Mobile device management (MDM), including the VPN, Bitlocker, and kiosk mode features, is only available when you upgrade to Windows Holographic for Business.

Requirements

Your organization will need to have Mobile Device Management (MDM) set up in order to manage HoloLens devices. Your MDM provider can be Microsoft Intune or a 3rd party provider that uses Microsoft MDM APIs.

Enrollment per scenario

Depending on what stage you are in your deployment we have the following recommendations:

For multi-user shared devices being deployed in production it is suggested you use Autopilot.
For multi-user shared devices that are being initially part of a pilot program, Azure AD Join during OOBE should be sufficient.
For a proof of concept joining a device via the Settings menu may suit your needs if you don't need multiple users per device.

Different ways to enroll

Depending on the type of identity chosen either during OOBE or post sign-in, there are different methods of enrollment.

Note

If your tenant is in a GCC High enviorment you will be unable to select "sign in from another device". You'll need to manually enter your user credentials.

For Multi-User Shared Devices

If Identity is Azure AD and device has been pre-registered with Intune MDM server with specific configuration profile assigned to it, then Azure AD-Join and automatic MDM enrollment will occur during OOBE.
- Also called Autopilot flow Available in 19041.1103+ builds.
If Identity is Azure AD, the during OOBE device can enroll.
- For Azure AD, automatic MDM enrollment only occurs if Azure AD has been configured with enrollment URLs.

For Single User Devices

If Identity is Azure AD, then either during OOBE or Settings App -> Access Work or School -> Connect button.
- For Azure AD, automatic MDM enrollment only occurs if Azure AD has been configured with enrollment URLs.
If Identity is MSA, then using Settings App -> Access Work or School -> Connect button.
- Also called Add Work Account (AWA) flow.
If Identity is Local User, then using Settings App -> Access Work or School -> Enroll only in device management link.
- Also called pure MDM enrollment flow.

Once the device is enrolled with your MDM server, the Settings app will now reflect that the device is enrolled in device management.

Auto-enrollment in MDM

If your organization has an Azure Premium subscription, is using Azure Active Directory (Azure AD) and an MDM solution that accepts an Azure AD token for authentication (currently, only supported in Microsoft Intune and AirWatch), your IT admin can configure Azure AD to automatically allow MDM enrollment after the user signs in with their Azure AD account.

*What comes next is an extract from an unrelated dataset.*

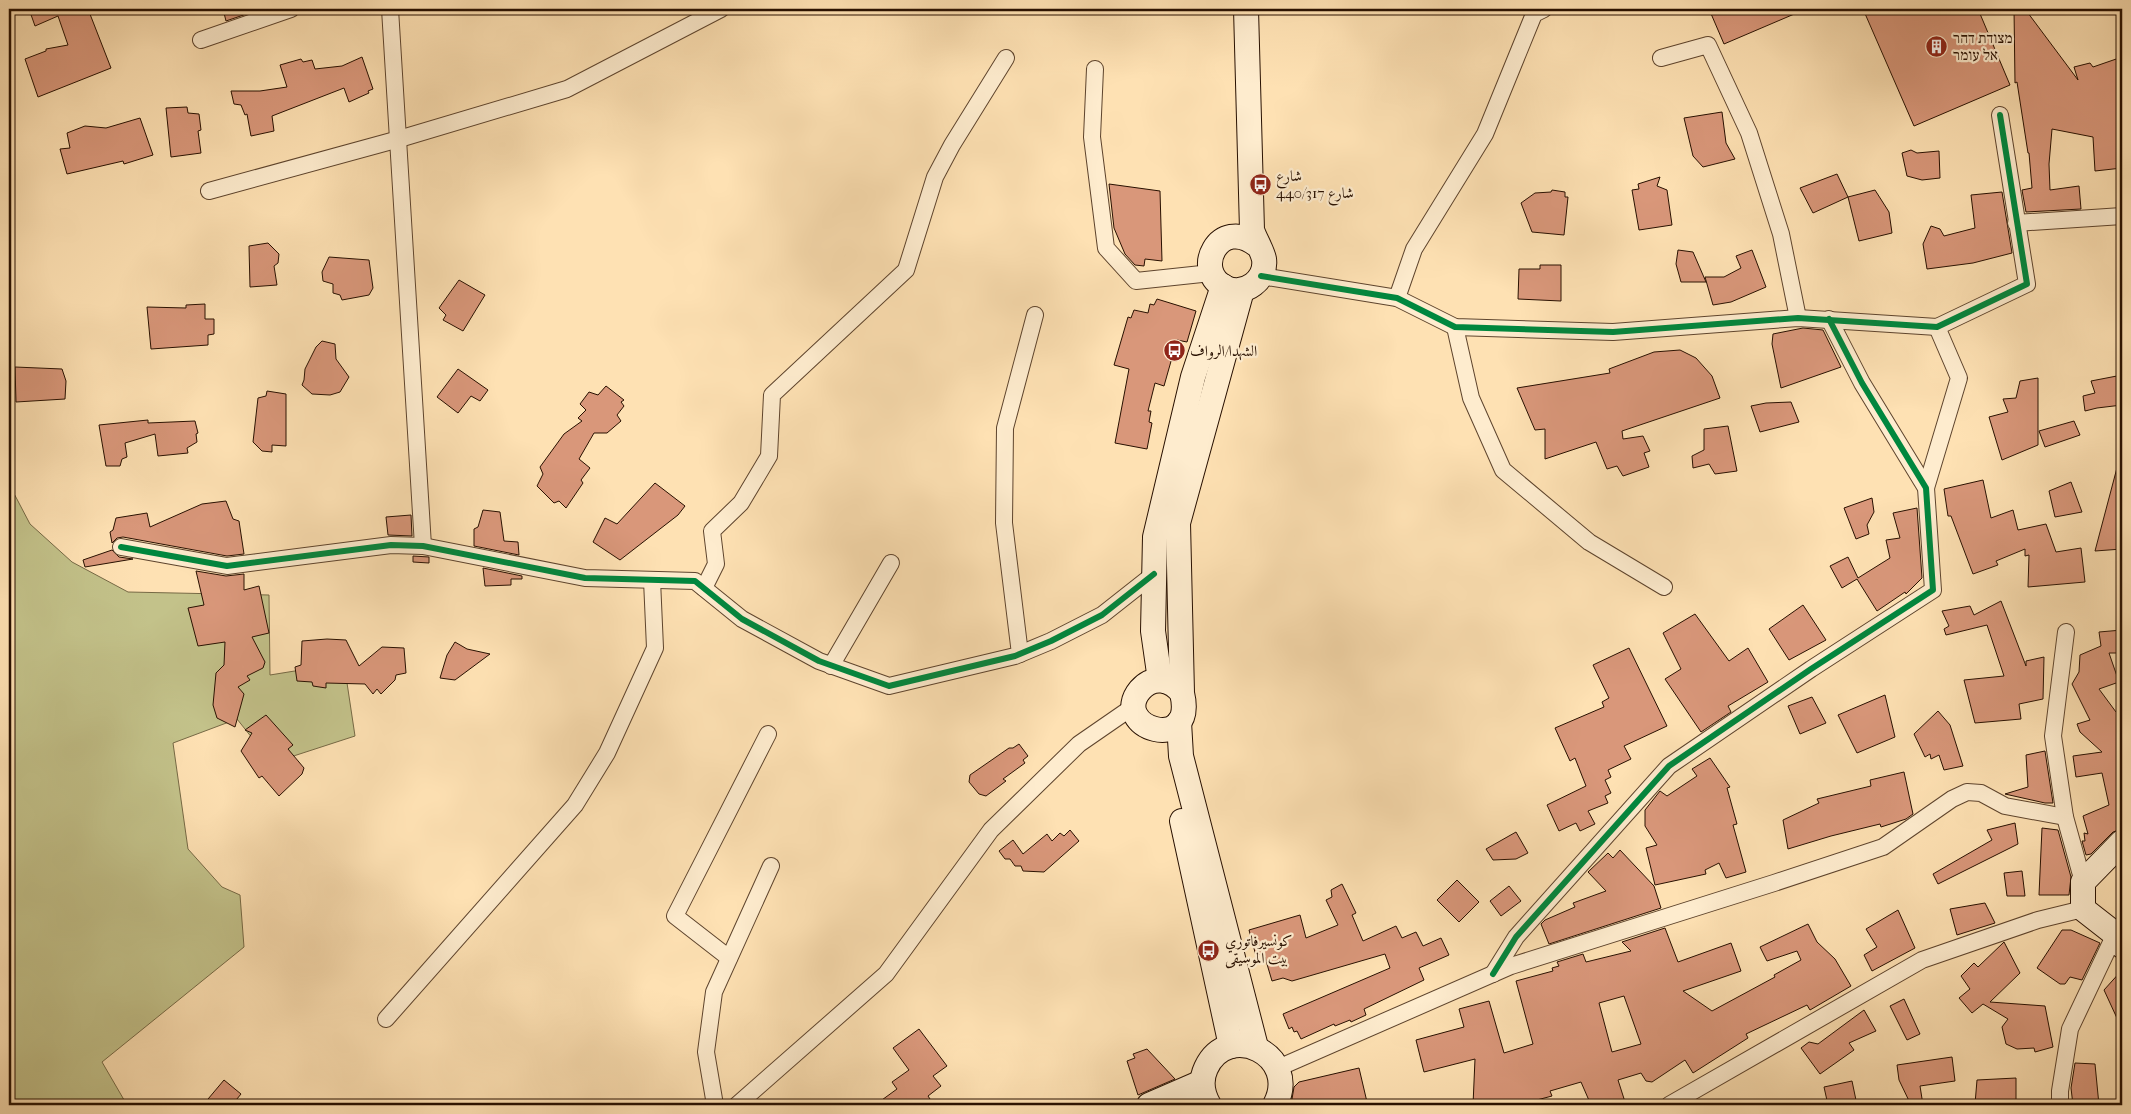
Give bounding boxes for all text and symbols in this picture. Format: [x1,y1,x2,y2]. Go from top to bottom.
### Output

Learn how to configure Azure AD enrollment and Azure active directory integration with MDM for detailed background information.

When auto-enrollment is enabled, no extra manual enrollment is needed. When the user signs in with an Azure AD account, the device is enrolled in MDM after completing the first-run experience.

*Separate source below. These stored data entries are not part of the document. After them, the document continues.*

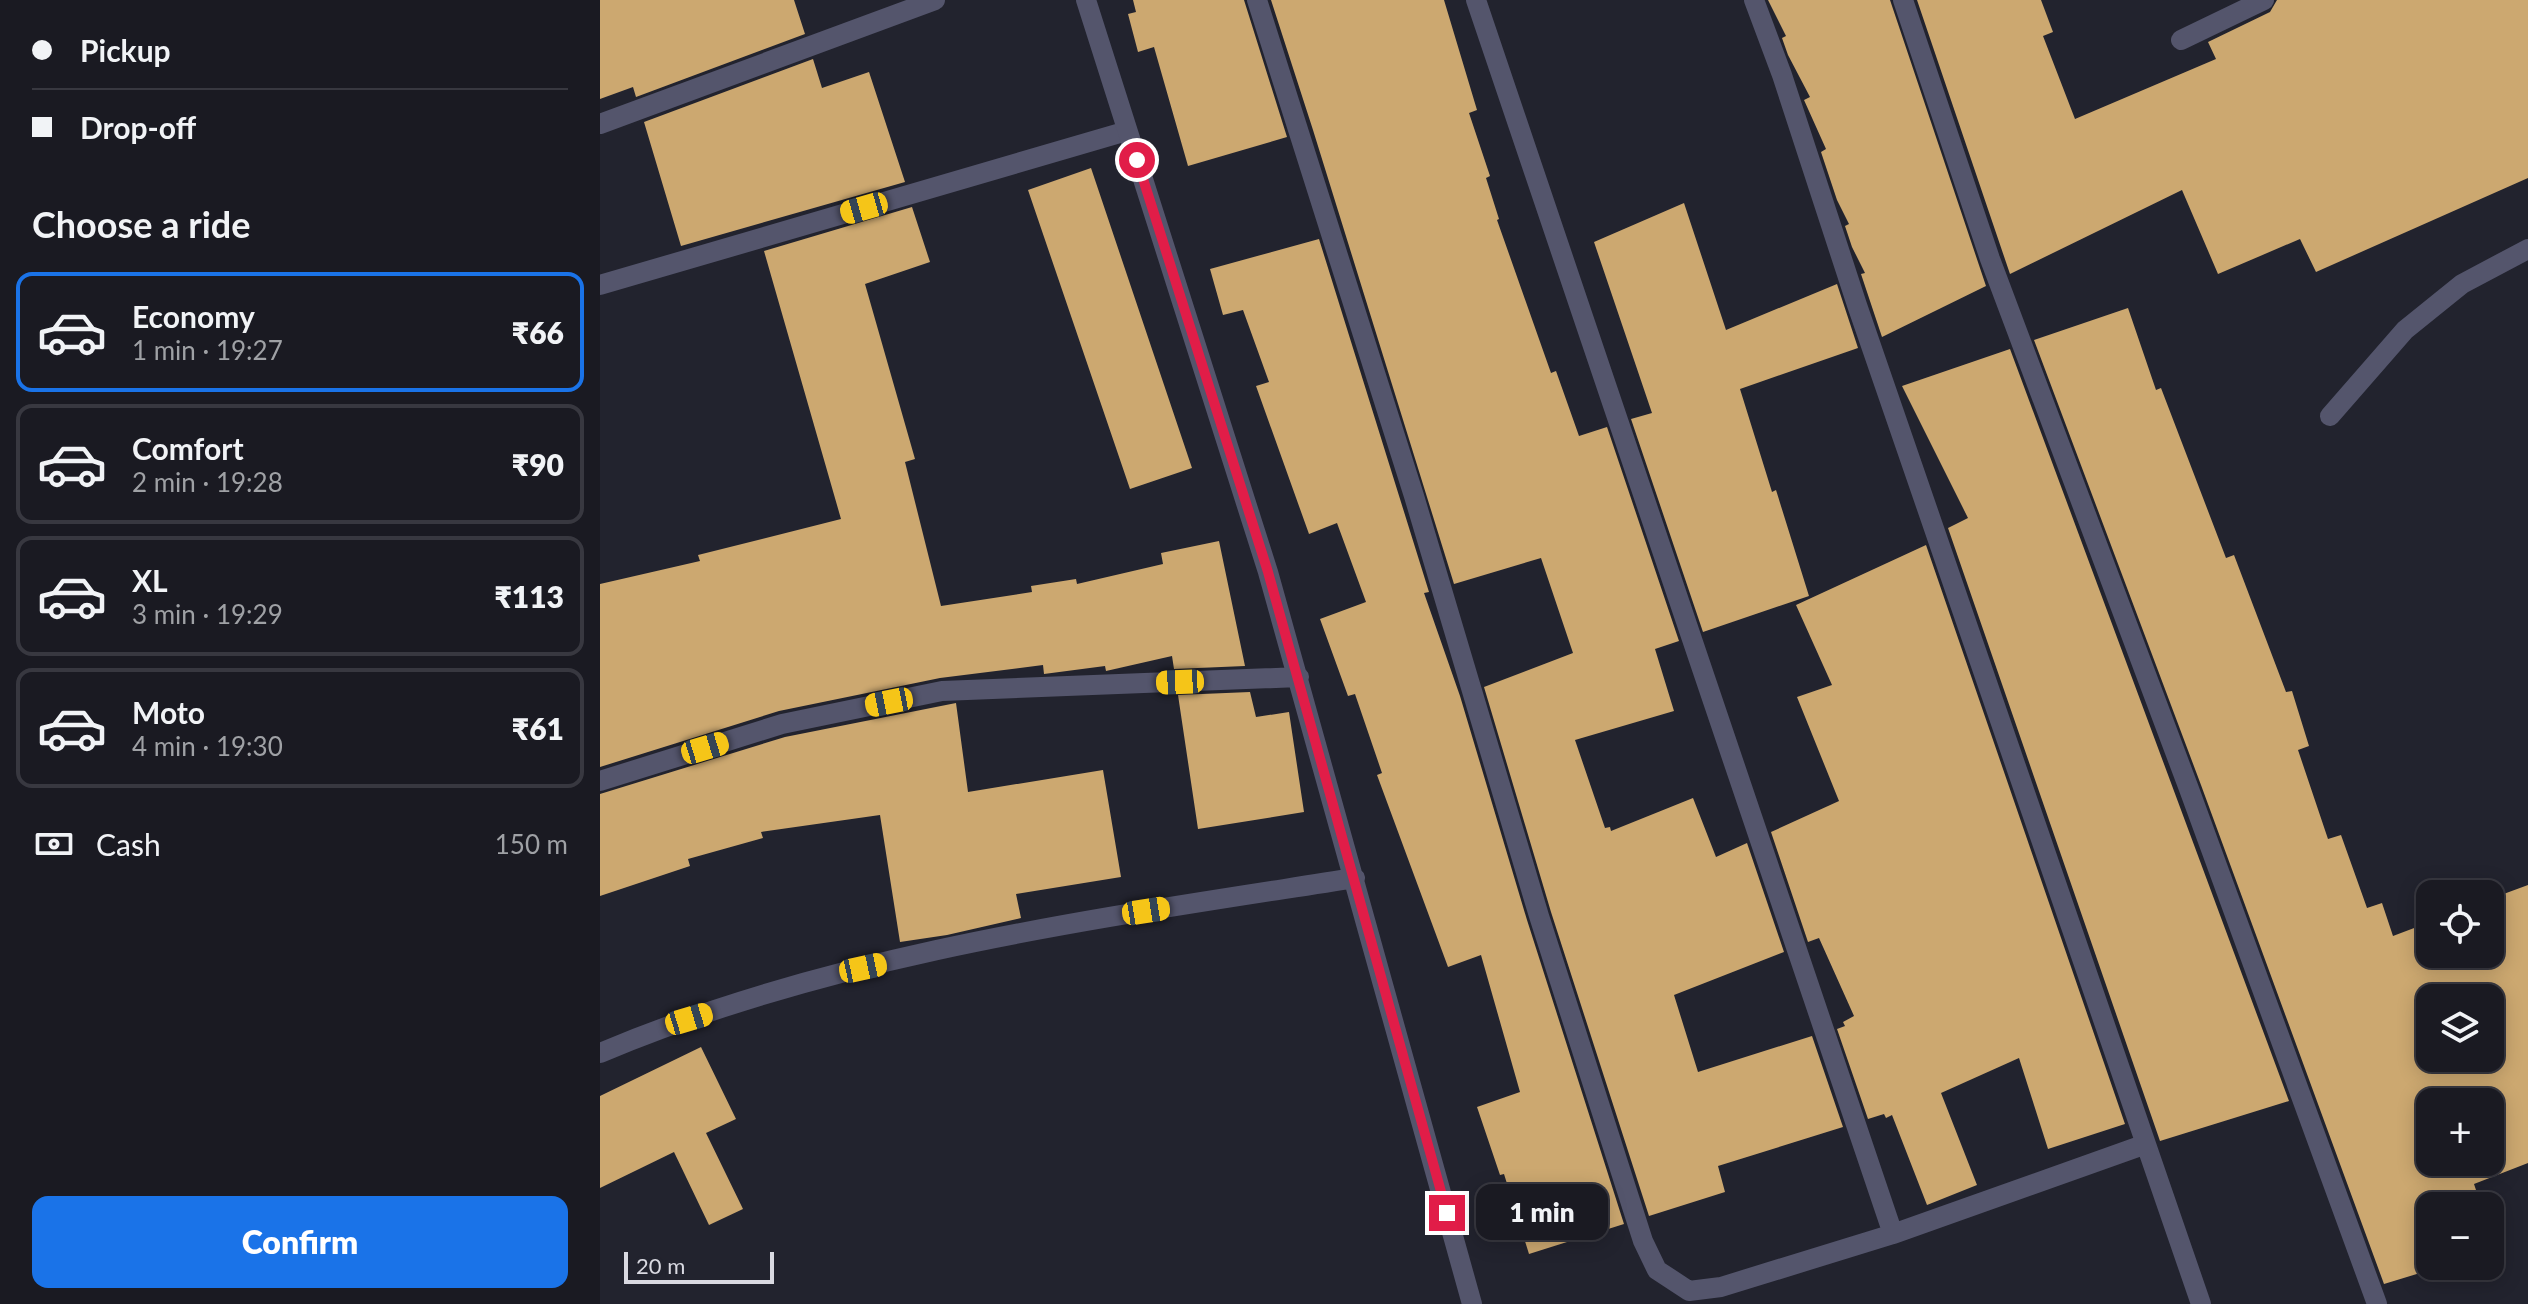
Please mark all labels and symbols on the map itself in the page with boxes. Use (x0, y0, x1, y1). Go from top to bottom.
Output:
route start (1119, 142, 1155, 178)
car (838, 190, 890, 226)
car (1156, 669, 1204, 695)
car (863, 686, 915, 718)
car (679, 730, 731, 766)
car (1120, 895, 1172, 927)
car (837, 951, 889, 985)
car (663, 1001, 715, 1037)
callout: 1 min (1475, 1185, 1607, 1241)
route end (1429, 1195, 1465, 1231)
scale bar (624, 1248, 774, 1284)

When a device is Azure AD Joined it may affect who considered the device owner.

Unenroll HoloLens from Intune

Depending on the enrollment method, unenrolling your device may not be available.

If your device was enrolled with an Azure AD account or Autopilot, it can’t be unenrolled from Intune. If you wish to unjoin HoloLens from Azure AD or rejoin it to a different to Azure AD tenant, you must reset/reflash the device.

If your device was enrolled from an MSA account that added a work account or from a Local account that enrolled only in device management, then you may unenroll the device. Open the Start menu and then select Settings App -> Access Work or School -> YourAccount -> Disconnect button.

Enrollment troubleshooting

Ensure device is successfully connected to Internet before attempting enrollment post OOBE

Once user has signed-in, ensure internet connection by browsing to any internet facing website on device.

Ensure that Azure Active Directory (Azure AD) join is not disabled in your Azure AD tenant

Refer to Configure your device settings for information about the available options in Azure portal.

Ensure valid license is assigned to the user

Refer to Troubleshoot Windows device enrollment problems in Microsoft Intune specifically following sections, that is, Check device type restrictions and Assign a valid license to the user.

Ensure that MDM enrollment isn't blocked for Windows devices

In order for enrollment to succeed you'll need to make sure that your HoloLens devices can enroll. Since HoloLens is considered a Windows device, there will need to be no enrollment restrictions that could block your deployment. Review this list of restrictions and ensure you'll be able to enroll your devices.